Final answer:
To find the horizontal speed of a bowling ball rolled off a 2.00 m high table and landing 0.78 m away, we first calculate the time of free fall and then divide the horizontal distance by this time, yielding a speed of roughly 1.22 m/s.
Step-by-step explanation:
You wish to know how fast a bowling ball was rolling horizontally when it was rolled off a 2.00 m high table and landed on the ground 0.78 m from the base of the table. To solve this, we can use the principles of projectile motion from physics.
First, we should find the time the ball is in the air. We know the ball falls 2.00 m, so we use the equation for an object in free fall: d = (1/2)gt², where d is the distance, g is the acceleration due to gravity (9.8 m/s²), and t is the time. Rearranging the equation to solve for time, we get t = √(2d/g).

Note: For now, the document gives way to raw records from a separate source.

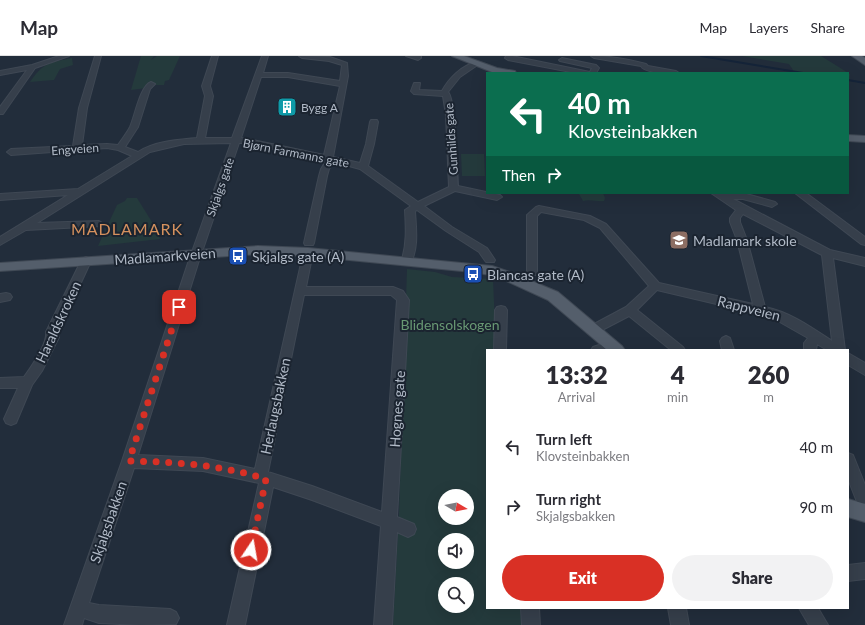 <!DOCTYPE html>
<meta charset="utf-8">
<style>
:root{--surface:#fff;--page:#f2f2f3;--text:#2b2b33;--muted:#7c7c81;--line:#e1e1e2;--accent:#d93025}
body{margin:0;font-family:Lato,sans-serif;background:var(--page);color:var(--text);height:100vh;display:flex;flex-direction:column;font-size:15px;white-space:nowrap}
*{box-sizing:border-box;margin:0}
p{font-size:13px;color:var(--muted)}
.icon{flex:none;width:22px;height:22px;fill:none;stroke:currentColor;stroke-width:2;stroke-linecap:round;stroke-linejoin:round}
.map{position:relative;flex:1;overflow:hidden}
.drawer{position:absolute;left:486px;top:293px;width:363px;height:260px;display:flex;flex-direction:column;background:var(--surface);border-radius:0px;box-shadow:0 4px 16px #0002}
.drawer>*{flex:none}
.banner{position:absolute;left:486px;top:16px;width:363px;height:122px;border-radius:0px;box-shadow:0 4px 16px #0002;background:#0b6e4f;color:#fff;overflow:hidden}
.needle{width:26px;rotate:100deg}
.tools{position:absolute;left:438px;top:433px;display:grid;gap:8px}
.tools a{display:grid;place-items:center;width:36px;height:36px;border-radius:50%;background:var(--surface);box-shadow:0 4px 16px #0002;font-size:20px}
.pin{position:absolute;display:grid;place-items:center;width:34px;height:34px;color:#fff;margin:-17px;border-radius:8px;box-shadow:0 2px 6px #0006}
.me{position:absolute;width:44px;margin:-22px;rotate:12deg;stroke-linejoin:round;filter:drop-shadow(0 0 3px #0008)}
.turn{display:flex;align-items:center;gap:14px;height:84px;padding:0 16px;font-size:18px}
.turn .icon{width:52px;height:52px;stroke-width:2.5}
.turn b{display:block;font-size:28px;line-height:34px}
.then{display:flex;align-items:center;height:38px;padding:0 16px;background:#0003;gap:8px;font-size:15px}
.eta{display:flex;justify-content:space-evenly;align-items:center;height:68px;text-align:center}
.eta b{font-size:24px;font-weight:800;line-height:28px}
.button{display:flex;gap:8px;margin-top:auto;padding:8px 16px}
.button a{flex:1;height:46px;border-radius:24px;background:var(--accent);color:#fff;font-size:16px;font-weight:800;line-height:46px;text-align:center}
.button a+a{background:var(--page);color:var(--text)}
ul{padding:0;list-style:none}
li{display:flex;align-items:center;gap:12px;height:60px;padding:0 16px}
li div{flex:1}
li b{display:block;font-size:15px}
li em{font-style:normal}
header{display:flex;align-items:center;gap:24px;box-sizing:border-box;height:56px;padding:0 20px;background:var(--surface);border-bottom:1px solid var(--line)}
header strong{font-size:19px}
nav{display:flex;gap:22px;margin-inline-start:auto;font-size:14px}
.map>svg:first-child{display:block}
</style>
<header>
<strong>Map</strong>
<nav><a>Map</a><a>Layers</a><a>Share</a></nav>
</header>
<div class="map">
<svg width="865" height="569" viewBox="0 0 865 569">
<rect width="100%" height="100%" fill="#222d3b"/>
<g fill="#243a3c" fill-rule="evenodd">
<polygon points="141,0 154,0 151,4 157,0 180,0 169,24 165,25 164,29 154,29 153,27 149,27 146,32 131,34"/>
<polygon points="742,0 821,0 850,18 848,36 848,17 795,17 789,8"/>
<path d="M72,2L73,9L60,13L54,24L30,26C44,6 49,7 72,2Z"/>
<polygon points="461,98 484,98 485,120 462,120"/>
<path d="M603,137L605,142L604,145C597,146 590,143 583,145L579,138Z"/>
<polygon points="127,142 137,142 157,174 160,183 98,190 117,149 125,145"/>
<path d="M407,213L435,216L452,221L493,223L496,294H487V552H523L525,569H393L399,457ZM445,440H467V462H445ZM445,484H467V506H445ZM445,528H467V550H445Z"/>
</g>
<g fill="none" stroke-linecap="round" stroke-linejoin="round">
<g stroke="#152439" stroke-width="2">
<polyline points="701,0 803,17"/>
<polyline points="848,24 865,27"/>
</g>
<defs>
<g id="minor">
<polygon points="59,0 69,0 35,12 3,58 0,58 0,51 27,14 0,19 0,15 32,9"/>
<path d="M95,0H101L87,52L82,89L107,88L118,89C122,83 127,77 130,71C135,60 140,30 151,26L155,28L150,33L138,71L125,91L138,96C155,85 177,84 197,82L205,40L202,30L212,0H218L210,30L213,40L205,82H232L262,0H268L263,17H288L340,25L342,9L329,5L302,2L299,0L330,1L347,7L348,20L333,101L360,107L366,88L370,66L371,64H377L378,66L374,88L368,110L418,146L449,131L446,59L443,40L414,38L411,35L414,27H420L419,34L442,35C449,22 461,10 476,6L479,8L460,21L448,36C456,44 457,115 458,130L500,139L502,141L497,144L455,135L424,150L452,171L487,192L495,204L494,206H486L479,196L446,175L417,154L415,155C416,172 419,193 410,208H402L401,206C407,189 406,172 405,154L411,150L360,113L334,106L329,113L327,120L314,187L313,189H305L304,187L319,120L321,113L326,105L248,87H239L203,193L200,196L201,198L138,399L203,402L255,413L304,194L308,193L313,196L306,231H393L403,235L409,244L397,461L414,468L416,473L414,478L408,481L397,476L392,569H374L381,470L312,444L273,431L245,569H227L259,427L203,415L134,412L89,547L99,549L170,553L176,556L179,562L176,568L141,569L99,567L84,562L82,569H64L122,405L191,198L194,195L193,193L231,87L184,88L150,96L37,167L99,165L104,168L102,170L26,174L0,189V181L68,139L0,144V138L78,133L132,100L118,94L107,92L11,99L7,96L11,93L73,90L79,52ZM261,21H288L340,30L324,99L248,83L241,82ZM304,239H391L397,244L382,456L312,430L268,416Z"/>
<polygon points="406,0 421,0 421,2 418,4"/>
<polygon points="506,0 512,0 590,16 592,12 560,5 559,4 562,2 596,9 599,12 596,17 576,17 508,4 505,2"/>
<path d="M591,0C609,0 628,3 646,8L648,10L676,15L679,17C671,17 645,18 641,10L594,2Z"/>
<path d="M711,137H743L775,146L777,148L772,151L743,143H733L830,194L865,202V210L833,202L845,294H827L817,288L816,294H804V287L808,282L771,261L657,234L637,254L683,291L685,294H671L629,260L604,273L600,278L596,279L592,278L590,275L596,267L626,251L649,230L600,172L584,164L541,156L537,160V216L536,219H528L527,216V159L536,151L539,150L590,160L606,168L659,227L753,248L737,184L730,166V162L736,154ZM743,158L822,199L832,285C811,271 790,256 765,251L747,184L740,166V162Z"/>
<polygon points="795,137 806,137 865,181 865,189 861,188"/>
<path d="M86,201L90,203L91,205L58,276L59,281L42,315L32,329L16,367L11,369L6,367L4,363L18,332H0V322L24,321C31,311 48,288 46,276L81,205L82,203Z"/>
<polygon points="6,237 10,238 12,241 10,244 0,246 0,238"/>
<polygon points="501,250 505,251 507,254 506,294 494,294 495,254 497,251"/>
<polygon points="726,280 730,282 734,294 722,294 720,285 722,282"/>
<polygon points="605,287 609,289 611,292 610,294 591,294 593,291"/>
<polygon points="848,297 865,307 865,319 848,309"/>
<polygon points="848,397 853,399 865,429 865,447 862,448 857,446 848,423"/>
<polygon points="865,507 865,523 848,525 848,509"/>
<polygon points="521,552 539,552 540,569 522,569"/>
<polygon points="668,552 686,552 689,569 671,569"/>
<polygon points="799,552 818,552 828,569 809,569"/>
</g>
<g id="major">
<polygon points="452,0 464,0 497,12 515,15 516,17 492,16"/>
<polygon points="852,0 862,0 865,2 865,9"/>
<polygon points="848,79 865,80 865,86 848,85"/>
<polygon points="258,190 308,192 492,210 510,216 558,236 622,290 625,294 607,294 548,244 500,222 491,219 462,215 308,200 258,198 0,215 0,207"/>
<polygon points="848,443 865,448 865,466 848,461"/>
</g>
</defs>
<use href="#minor" stroke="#3f4854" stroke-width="2"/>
<use href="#major" stroke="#3f4854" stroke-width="2"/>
<use href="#minor" fill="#363f4b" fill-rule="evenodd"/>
<use href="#major" fill="#545e6b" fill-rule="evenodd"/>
</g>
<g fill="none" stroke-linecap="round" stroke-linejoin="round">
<path stroke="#d93025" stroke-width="7" stroke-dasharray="0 12.6" d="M179,251L129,405C176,406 222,409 266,423L251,494"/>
</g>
<defs>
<symbol id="building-square" viewBox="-11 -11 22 22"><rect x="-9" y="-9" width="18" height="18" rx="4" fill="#0f9aa8" stroke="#1b2430"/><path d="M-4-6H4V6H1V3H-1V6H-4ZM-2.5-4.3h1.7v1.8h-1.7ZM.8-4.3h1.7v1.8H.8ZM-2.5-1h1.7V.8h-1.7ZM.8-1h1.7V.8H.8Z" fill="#fff"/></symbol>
<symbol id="school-square" viewBox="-11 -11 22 22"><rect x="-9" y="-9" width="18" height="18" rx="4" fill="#8d6e63" stroke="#1b2430"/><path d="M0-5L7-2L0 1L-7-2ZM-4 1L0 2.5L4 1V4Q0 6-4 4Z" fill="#fff"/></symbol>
<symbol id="bus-square" viewBox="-11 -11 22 22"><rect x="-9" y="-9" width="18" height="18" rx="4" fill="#1a4fb4" stroke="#1b2430"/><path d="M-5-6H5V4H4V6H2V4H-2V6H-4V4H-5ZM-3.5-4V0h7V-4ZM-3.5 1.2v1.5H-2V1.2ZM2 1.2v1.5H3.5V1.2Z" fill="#fff"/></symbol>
</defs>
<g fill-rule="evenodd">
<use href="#building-square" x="276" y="40" width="22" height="22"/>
<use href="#school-square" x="668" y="173" width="22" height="22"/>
<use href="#bus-square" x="227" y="189" width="22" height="22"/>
<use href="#bus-square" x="462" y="207" width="22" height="22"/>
</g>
<g text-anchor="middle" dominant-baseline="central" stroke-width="4" stroke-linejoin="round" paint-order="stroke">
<g font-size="12" fill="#b1bac7" stroke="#1b2430" text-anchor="start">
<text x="301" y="51">Bygg A</text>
</g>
<g font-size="12" fill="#b1bac7" stroke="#1b2430">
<text transform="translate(451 83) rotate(-94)">Gunhilds gate</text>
<text transform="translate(75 93) rotate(-4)">Engveien</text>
<text transform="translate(296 97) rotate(11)">Bjørn Farmanns gate</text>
<text transform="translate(220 131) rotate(-71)">Skjalgs gate</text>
</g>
<g font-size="14" fill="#b1bac7" stroke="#1b2430" text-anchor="start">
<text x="693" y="184">Madlamark skole</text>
<text x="252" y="200">Skjalgs gate (A)</text>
<text x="487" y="218">Blancas gate (A)</text>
</g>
<g font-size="14" fill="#b1bac7" stroke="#1b2430">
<text transform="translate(165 200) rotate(-4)">Madlamarkveien</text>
<text transform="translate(749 252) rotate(14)">Rappveien</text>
<text transform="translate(58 266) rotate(-65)">Haraldskroken</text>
<text transform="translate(275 350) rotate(-78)">Herlaugsbakken</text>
<text transform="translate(397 353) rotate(-86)">Hognes gate</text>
<text transform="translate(108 466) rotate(-71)">Skjalgsbakken</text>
</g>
<g font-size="14" fill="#689873" stroke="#1b2430">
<text x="450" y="268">Blidensolskogen</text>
</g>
<g font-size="16" letter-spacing="1" fill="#d5915e" stroke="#1b2430">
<text x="127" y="172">MADLAMARK</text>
</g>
</g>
</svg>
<div class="tools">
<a><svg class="needle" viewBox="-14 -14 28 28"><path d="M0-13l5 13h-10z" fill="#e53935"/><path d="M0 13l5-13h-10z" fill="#7c7c81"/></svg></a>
<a><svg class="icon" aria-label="sound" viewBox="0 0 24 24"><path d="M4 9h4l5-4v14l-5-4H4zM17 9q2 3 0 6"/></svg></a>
<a><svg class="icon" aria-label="search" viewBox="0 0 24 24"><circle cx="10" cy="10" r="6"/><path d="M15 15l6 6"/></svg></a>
</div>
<div class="pin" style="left:179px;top:251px;background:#d93025"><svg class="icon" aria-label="arrive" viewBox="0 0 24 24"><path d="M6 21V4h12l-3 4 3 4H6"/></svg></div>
<svg class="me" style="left:251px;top:494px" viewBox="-20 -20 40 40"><circle r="17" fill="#d93025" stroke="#fff" stroke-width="3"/><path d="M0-11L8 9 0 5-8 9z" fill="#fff"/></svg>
<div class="banner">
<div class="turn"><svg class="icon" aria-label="left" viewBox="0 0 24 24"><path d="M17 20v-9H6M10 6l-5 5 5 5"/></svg><div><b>40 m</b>Klovsteinbakken</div></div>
<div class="then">Then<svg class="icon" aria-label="right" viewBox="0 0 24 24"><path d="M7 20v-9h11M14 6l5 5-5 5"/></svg></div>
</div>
<section class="drawer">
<div class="eta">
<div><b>13:32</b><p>Arrival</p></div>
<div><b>4</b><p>min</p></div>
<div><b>260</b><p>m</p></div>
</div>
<ul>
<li><svg class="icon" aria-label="left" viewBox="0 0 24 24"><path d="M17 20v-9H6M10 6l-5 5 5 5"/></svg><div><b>Turn left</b><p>Klovsteinbakken</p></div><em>40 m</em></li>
<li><svg class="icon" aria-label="right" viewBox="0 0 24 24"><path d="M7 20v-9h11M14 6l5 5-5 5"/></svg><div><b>Turn right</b><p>Skjalgsbakken</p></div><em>90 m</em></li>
</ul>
<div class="button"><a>Exit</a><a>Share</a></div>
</section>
</div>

Plugging in the values, we have t = √(2 * 2.00 m / 9.8 m/s²). This calculates to approximately 0.64 seconds.
Knowing the time in the air, we can now determine the horizontal velocity (vx) of the ball using the equation vx = distance/time. Given that the ball lands 0.78 m from the table, we have vx = 0.78 m / 0.64 s, which equals approximately 1.22 m/s.
The bowling ball was rolling horizontally at about 1.22 m/s when it left the table.